▶ [TASK GOAL]: From the data that follows, copy every line with the string "solid".

▶ [ENTRIES SHOWN]:
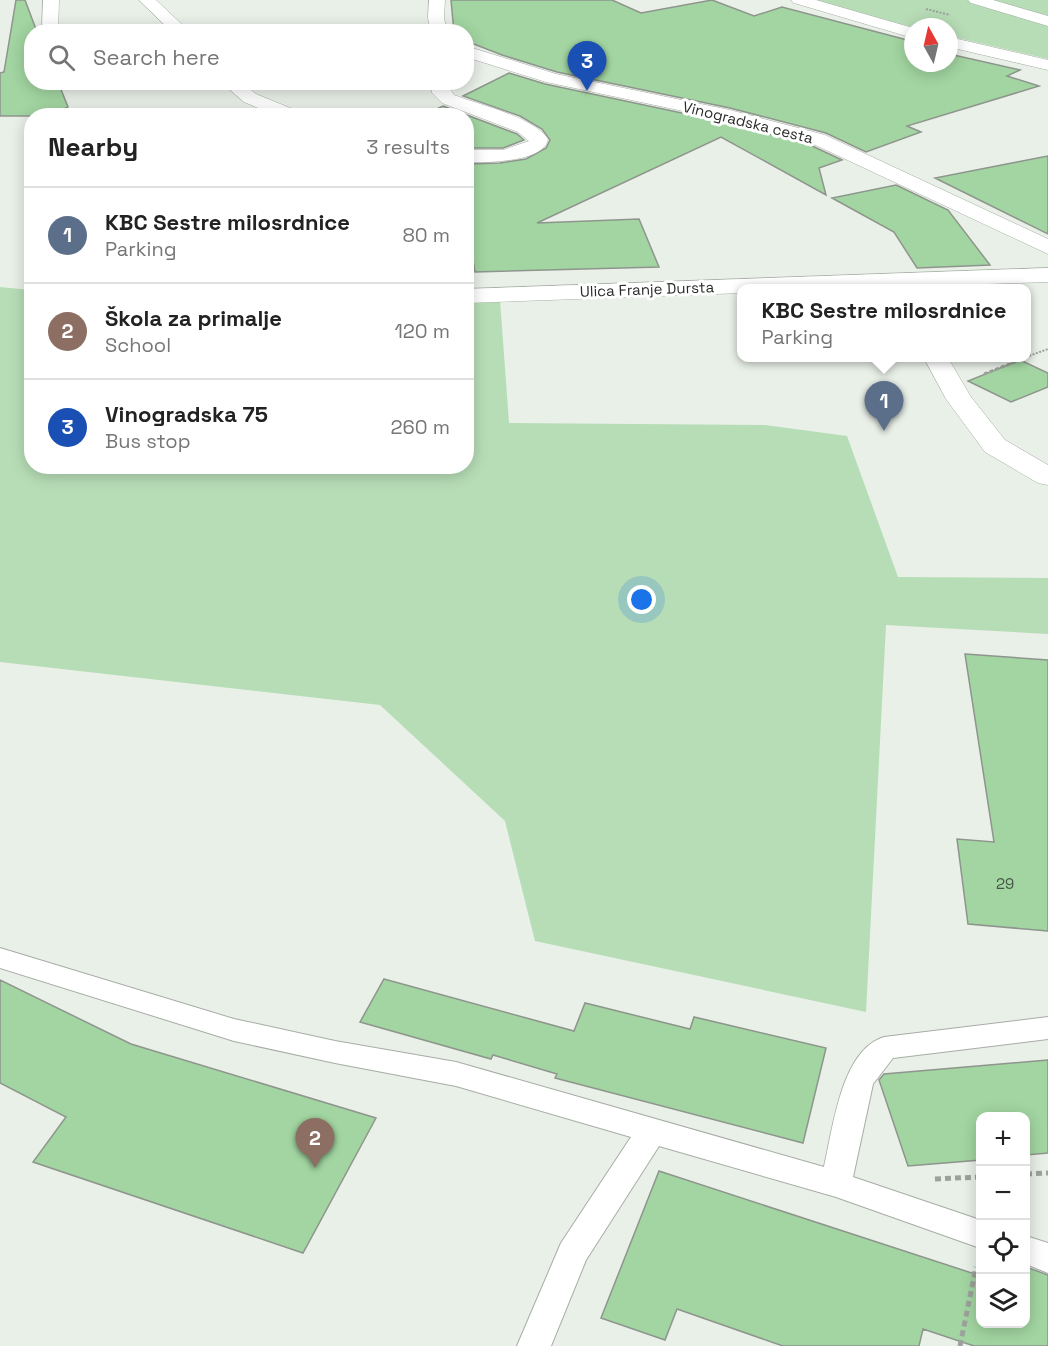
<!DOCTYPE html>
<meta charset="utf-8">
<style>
:root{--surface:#fff;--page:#f2f2f2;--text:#222;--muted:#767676;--line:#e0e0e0;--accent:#0b8043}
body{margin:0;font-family:"Space Grotesk",sans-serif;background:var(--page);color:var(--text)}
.controls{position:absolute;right:18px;bottom:18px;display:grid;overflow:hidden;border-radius:12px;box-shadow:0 3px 15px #0003}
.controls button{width:54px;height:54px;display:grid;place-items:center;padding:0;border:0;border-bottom:2px solid var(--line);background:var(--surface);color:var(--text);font:30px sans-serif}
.compass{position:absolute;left:904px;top:18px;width:54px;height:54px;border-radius:50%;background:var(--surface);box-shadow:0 3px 15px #0003;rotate:352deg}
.you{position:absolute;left:642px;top:600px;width:21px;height:21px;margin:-15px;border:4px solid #fff;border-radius:50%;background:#1a73e8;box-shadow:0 0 0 9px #1a73e833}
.badge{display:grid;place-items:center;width:39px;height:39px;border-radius:50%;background:var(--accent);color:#fff;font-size:20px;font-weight:700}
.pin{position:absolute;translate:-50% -50px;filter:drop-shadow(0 2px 3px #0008)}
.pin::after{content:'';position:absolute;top:32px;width:21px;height:18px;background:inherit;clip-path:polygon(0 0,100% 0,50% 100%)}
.popup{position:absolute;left:737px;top:284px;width:294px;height:78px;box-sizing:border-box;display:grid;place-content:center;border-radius:12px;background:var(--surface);filter:drop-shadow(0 2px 4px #0005);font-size:20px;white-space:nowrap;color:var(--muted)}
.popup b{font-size:22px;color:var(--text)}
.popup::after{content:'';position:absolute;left:50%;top:100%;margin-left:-12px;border:12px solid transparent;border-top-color:var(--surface)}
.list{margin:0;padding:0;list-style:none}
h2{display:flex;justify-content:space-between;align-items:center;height:78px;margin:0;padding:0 24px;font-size:26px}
h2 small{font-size:20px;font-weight:400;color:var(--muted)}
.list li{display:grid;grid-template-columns:39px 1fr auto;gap:18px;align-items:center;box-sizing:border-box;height:96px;padding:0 24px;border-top:2px solid var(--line)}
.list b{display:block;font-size:22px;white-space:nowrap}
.list p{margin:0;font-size:20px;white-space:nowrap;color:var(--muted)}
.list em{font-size:20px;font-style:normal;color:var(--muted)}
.icon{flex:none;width:33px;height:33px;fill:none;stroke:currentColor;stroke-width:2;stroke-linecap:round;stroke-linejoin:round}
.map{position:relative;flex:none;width:1048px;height:1346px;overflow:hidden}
.search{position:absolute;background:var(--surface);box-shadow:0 3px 15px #0003;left:24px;top:24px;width:450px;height:66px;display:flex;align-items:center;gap:15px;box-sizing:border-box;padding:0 21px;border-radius:24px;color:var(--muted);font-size:22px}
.panel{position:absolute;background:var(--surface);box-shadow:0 3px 15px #0003;left:24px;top:108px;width:450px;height:366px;border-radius:24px}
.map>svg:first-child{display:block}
.green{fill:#b7ddb6}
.building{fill:#a2d5a1;stroke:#8e958d;stroke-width:1.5}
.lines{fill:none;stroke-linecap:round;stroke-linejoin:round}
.service-casing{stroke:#a6ada5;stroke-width:2}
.minor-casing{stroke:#a6ada5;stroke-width:1}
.tertiary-casing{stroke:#a6ada5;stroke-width:1}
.path-far2{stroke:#9ca19b;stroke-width:2;stroke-dasharray:2 1.5;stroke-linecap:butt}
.path-far1{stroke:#9ca19b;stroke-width:3;stroke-dasharray:4 2;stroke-linecap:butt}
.path{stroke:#9ca19b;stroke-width:5;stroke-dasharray:6 4;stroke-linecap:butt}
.service{fill:#fff;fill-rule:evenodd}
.minor{fill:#fff;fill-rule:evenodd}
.tertiary{fill:#fff;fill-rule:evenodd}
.labels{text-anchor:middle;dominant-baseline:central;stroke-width:6;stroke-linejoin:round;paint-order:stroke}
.far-street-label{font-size:15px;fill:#282b28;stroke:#fff}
.number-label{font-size:15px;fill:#465646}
</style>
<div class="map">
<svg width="1048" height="1346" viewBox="0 0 1048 1346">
<rect width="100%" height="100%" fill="#e9f0e8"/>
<path class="green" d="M814 0H1048V59L949 36V27H913L843 10Z
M0 287 31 290 32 466H466L467 303 500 300 509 423 765 425 847 436 898 577 1048 578V634L886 625 866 1012 535 941 505 821 380 705 0 662Z"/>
<path class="building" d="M16 0H25L37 32H32V82H58L68 107 62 110 59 116H0V73L4 72Z
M451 0H612L641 13 712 0 754 16 782 7 911 41 906 43 913 45V63H949V54L1020 70 1007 76 1039 86 907 126 921 132 866 152 826 133 730 108 557 72 502 55 466 41V32H454Z
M509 73 545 84 729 123 810 145 842 160 819 168 826 195 721 137 537 223 639 219 659 267 475 272 466 220V164L500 163 526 159 546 148 550 140 542 129 520 116 463 96Z
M443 106 517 134 524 140 503 148H466V116H422Z
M1048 156V234L935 178 1017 162Z
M896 185 948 210 990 265 917 268 894 232 832 198Z
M1020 360 1048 373V387L1011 402 968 381Z
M965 654 1048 660V931L968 924 957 839 994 842Z
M384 979 574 1031 585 1003 690 1029 694 1017 826 1048 803 1143 555 1078 557 1074 493 1055 491 1059 360 1022Z
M0 980 131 1044 376 1118 303 1253 33 1162 66 1117 0 1083Z
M1048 1060V1153L1026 1155V1116H981V1160L908 1166 879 1080 884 1074Z
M659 1171 981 1276V1323H1026V1267L1048 1275V1346H974L923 1329 919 1346H783L677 1309 665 1340 601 1318Z"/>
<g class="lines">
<defs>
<path id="service" d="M0 948 234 1019 335 1041 456 1062 824 1167C833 1129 841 1050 884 1037L1048 1017V1039L893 1058 873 1084 853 1177 980 1220V1248L836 1197 659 1146 586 1260 551 1346H517L561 1243 631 1137 456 1086 335 1063 234 1041 0 968Z
M1026 1236 1048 1243V1273L1026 1264Z"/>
<path id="minor" d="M43 0H59L58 32H42Z
M139 0H156L190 32H172Z
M429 0H445L444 18 447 32H431L428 18Z
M791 0H816L913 28V38L794 3Z
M949 37 1048 60V70L949 47Z
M466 46 556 74 730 110 825 135 1048 239V254L811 143 730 121 546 82 466 57Z
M221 82H241L256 94 300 112 303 116H277L244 102Z
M436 82H456L450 89 454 95C480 105 533 117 548 139 545 162 486 163 466 162V150H503L529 141 518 132 442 103 432 93V87Z
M70 109 76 111 79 116H61L64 111Z
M1048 268V282L863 288H742V293L466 303V289Z
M924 358H948L971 397 1005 440 1048 465V485L1038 483 985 452 946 399Z"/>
<path id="tertiary" d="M968 0H993L1048 16V26L971 3Z"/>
</defs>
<use href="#service" class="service-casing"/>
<use href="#minor" class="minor-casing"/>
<use href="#tertiary" class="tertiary-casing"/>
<path class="path-far2" d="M926 9 950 15
M1026 357 1048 349"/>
<path class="path-far1" d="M984 374 1025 358"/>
<path class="path" d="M1026 1174 1048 1173
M935 1179 980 1177
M960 1346 976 1267"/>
<use href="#service" class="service"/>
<use href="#minor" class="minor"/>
<use href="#tertiary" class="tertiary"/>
</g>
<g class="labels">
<g class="far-street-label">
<text transform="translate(748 122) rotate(14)">Vinogradska cesta</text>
<text transform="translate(647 289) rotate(-2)">Ulica Franje Dursta</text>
</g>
<g class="number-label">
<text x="1005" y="883">29</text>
</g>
</g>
</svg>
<div class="controls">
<button>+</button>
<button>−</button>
<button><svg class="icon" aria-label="locate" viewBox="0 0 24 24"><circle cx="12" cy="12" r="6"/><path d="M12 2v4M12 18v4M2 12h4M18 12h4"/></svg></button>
<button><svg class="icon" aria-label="layers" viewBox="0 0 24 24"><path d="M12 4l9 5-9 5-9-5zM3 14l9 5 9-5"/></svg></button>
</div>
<svg class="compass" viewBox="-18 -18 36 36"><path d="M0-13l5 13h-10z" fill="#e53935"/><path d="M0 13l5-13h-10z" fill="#767676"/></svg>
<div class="you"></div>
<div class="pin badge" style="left:884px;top:431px;background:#5c6f8a">1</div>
<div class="popup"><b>KBC Sestre milosrdnice</b>Parking</div>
<div class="pin badge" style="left:315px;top:1168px;background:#8d6e63">2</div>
<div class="pin badge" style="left:587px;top:91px;background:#1a4fb4">3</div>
<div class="search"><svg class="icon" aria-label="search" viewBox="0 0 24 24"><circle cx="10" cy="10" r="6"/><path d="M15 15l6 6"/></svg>Search here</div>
<section class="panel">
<h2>Nearby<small>3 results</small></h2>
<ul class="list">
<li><span class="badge" style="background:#5c6f8a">1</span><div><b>KBC Sestre milosrdnice</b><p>Parking</p></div><em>80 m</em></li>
<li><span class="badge" style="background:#8d6e63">2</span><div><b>Škola za primalje</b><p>School</p></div><em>120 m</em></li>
<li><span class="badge" style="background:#1a4fb4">3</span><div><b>Vinogradska 75</b><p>Bus stop</p></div><em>260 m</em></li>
</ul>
</section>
</div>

▶ [RESPONSE]:
.controls button{width:54px;height:54px;display:grid;place-items:center;padding:0;border:0;border-bottom:2px solid var(--line);background:var(--surface);color:var(--text);font:30px sans-serif}
.you{position:absolute;left:642px;top:600px;width:21px;height:21px;margin:-15px;border:4px solid #fff;border-radius:50%;background:#1a73e8;box-shadow:0 0 0 9px #1a73e833}
.popup::after{content:'';position:absolute;left:50%;top:100%;margin-left:-12px;border:12px solid transparent;border-top-color:var(--surface)}
.list li{display:grid;grid-template-columns:39px 1fr auto;gap:18px;align-items:center;box-sizing:border-box;height:96px;padding:0 24px;border-top:2px solid var(--line)}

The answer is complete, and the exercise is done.